------ Supplied records ------

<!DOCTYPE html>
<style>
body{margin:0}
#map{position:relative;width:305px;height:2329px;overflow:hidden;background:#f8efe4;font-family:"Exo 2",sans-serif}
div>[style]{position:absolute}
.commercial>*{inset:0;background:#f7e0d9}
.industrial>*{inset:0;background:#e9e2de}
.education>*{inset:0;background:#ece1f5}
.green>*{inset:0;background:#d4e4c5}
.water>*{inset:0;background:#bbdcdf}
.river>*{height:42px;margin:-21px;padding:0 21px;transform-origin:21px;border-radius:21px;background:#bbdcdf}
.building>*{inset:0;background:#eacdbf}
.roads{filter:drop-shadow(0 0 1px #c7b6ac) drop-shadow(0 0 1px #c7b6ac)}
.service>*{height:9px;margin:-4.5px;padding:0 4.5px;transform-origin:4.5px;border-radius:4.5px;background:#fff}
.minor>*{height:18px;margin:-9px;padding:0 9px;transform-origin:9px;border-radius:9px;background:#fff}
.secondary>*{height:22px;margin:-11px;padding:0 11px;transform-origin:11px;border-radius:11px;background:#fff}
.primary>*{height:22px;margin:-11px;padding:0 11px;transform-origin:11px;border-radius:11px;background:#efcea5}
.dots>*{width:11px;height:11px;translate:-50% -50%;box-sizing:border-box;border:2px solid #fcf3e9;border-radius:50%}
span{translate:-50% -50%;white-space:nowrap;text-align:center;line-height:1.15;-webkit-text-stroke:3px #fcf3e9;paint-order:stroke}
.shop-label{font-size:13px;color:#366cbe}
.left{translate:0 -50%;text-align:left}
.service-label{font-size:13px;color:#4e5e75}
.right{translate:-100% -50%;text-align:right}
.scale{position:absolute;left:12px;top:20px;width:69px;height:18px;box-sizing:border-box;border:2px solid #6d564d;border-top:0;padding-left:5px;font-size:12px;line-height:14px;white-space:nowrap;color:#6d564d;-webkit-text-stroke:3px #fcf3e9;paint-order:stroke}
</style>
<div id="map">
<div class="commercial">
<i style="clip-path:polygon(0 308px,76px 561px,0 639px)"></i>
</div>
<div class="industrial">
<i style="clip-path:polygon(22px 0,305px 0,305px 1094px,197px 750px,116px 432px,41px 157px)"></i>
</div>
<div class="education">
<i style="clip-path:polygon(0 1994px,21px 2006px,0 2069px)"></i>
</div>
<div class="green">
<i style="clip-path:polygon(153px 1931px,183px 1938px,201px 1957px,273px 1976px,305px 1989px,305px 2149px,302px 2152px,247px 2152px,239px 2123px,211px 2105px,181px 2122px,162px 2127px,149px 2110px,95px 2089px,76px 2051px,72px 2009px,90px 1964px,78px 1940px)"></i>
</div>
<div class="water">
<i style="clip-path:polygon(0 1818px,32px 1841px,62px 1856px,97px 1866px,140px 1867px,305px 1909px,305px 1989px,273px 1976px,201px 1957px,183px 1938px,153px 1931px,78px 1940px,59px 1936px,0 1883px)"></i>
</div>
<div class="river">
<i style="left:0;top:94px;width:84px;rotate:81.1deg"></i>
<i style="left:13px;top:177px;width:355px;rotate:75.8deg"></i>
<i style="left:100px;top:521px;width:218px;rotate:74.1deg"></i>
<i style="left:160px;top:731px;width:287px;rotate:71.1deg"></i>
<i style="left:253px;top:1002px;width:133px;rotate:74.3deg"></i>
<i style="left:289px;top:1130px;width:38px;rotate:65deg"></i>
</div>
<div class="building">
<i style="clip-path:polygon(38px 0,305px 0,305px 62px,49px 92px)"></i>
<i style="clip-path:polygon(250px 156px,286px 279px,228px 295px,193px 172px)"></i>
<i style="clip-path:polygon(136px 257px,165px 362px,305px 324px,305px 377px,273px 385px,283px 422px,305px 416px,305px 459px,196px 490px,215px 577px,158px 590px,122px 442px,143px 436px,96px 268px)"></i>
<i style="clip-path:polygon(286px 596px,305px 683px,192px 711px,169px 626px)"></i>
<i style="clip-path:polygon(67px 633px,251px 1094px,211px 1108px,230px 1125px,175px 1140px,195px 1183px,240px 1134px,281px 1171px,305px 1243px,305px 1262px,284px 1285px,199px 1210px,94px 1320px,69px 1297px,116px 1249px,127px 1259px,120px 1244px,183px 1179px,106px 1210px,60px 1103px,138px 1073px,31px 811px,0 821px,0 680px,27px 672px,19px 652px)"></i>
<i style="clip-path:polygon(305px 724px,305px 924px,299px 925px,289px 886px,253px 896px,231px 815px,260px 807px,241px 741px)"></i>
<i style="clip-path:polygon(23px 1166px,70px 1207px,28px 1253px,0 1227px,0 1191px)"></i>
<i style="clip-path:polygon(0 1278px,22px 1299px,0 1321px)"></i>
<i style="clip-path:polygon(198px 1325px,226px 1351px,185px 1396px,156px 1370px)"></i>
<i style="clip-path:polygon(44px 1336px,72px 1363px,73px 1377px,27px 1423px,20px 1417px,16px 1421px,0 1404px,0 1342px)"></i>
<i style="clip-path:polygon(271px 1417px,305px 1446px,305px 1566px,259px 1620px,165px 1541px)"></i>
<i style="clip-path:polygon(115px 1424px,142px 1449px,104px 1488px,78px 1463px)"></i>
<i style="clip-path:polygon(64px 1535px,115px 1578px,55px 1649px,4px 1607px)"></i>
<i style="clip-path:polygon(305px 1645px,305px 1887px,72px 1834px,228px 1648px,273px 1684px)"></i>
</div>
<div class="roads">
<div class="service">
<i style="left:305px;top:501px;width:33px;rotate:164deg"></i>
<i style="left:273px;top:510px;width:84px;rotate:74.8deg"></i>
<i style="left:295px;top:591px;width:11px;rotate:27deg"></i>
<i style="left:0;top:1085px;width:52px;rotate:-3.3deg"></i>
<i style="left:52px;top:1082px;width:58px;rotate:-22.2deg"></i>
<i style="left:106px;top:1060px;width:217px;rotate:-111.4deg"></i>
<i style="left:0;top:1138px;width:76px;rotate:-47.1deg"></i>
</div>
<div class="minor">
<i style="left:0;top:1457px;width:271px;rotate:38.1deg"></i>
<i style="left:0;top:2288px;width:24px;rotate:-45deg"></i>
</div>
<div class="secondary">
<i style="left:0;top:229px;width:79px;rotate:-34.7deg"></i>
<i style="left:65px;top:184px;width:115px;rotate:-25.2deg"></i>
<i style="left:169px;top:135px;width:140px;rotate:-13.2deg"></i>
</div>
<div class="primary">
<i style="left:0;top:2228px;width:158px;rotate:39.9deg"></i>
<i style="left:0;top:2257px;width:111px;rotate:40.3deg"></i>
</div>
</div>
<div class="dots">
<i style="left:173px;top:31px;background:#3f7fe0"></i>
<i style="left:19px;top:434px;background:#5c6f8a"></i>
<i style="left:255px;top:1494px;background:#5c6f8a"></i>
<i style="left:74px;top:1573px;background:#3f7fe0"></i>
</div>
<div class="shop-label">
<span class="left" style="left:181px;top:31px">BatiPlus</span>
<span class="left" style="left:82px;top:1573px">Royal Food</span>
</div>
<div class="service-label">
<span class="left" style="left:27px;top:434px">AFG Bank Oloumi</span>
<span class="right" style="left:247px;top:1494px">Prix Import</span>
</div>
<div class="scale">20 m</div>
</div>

------

=== What to produce ===
Consider the entries above and return each line with the string "bbdcdf".

=== Completed task ===
.water>*{inset:0;background:#bbdcdf}
.river>*{height:42px;margin:-21px;padding:0 21px;transform-origin:21px;border-radius:21px;background:#bbdcdf}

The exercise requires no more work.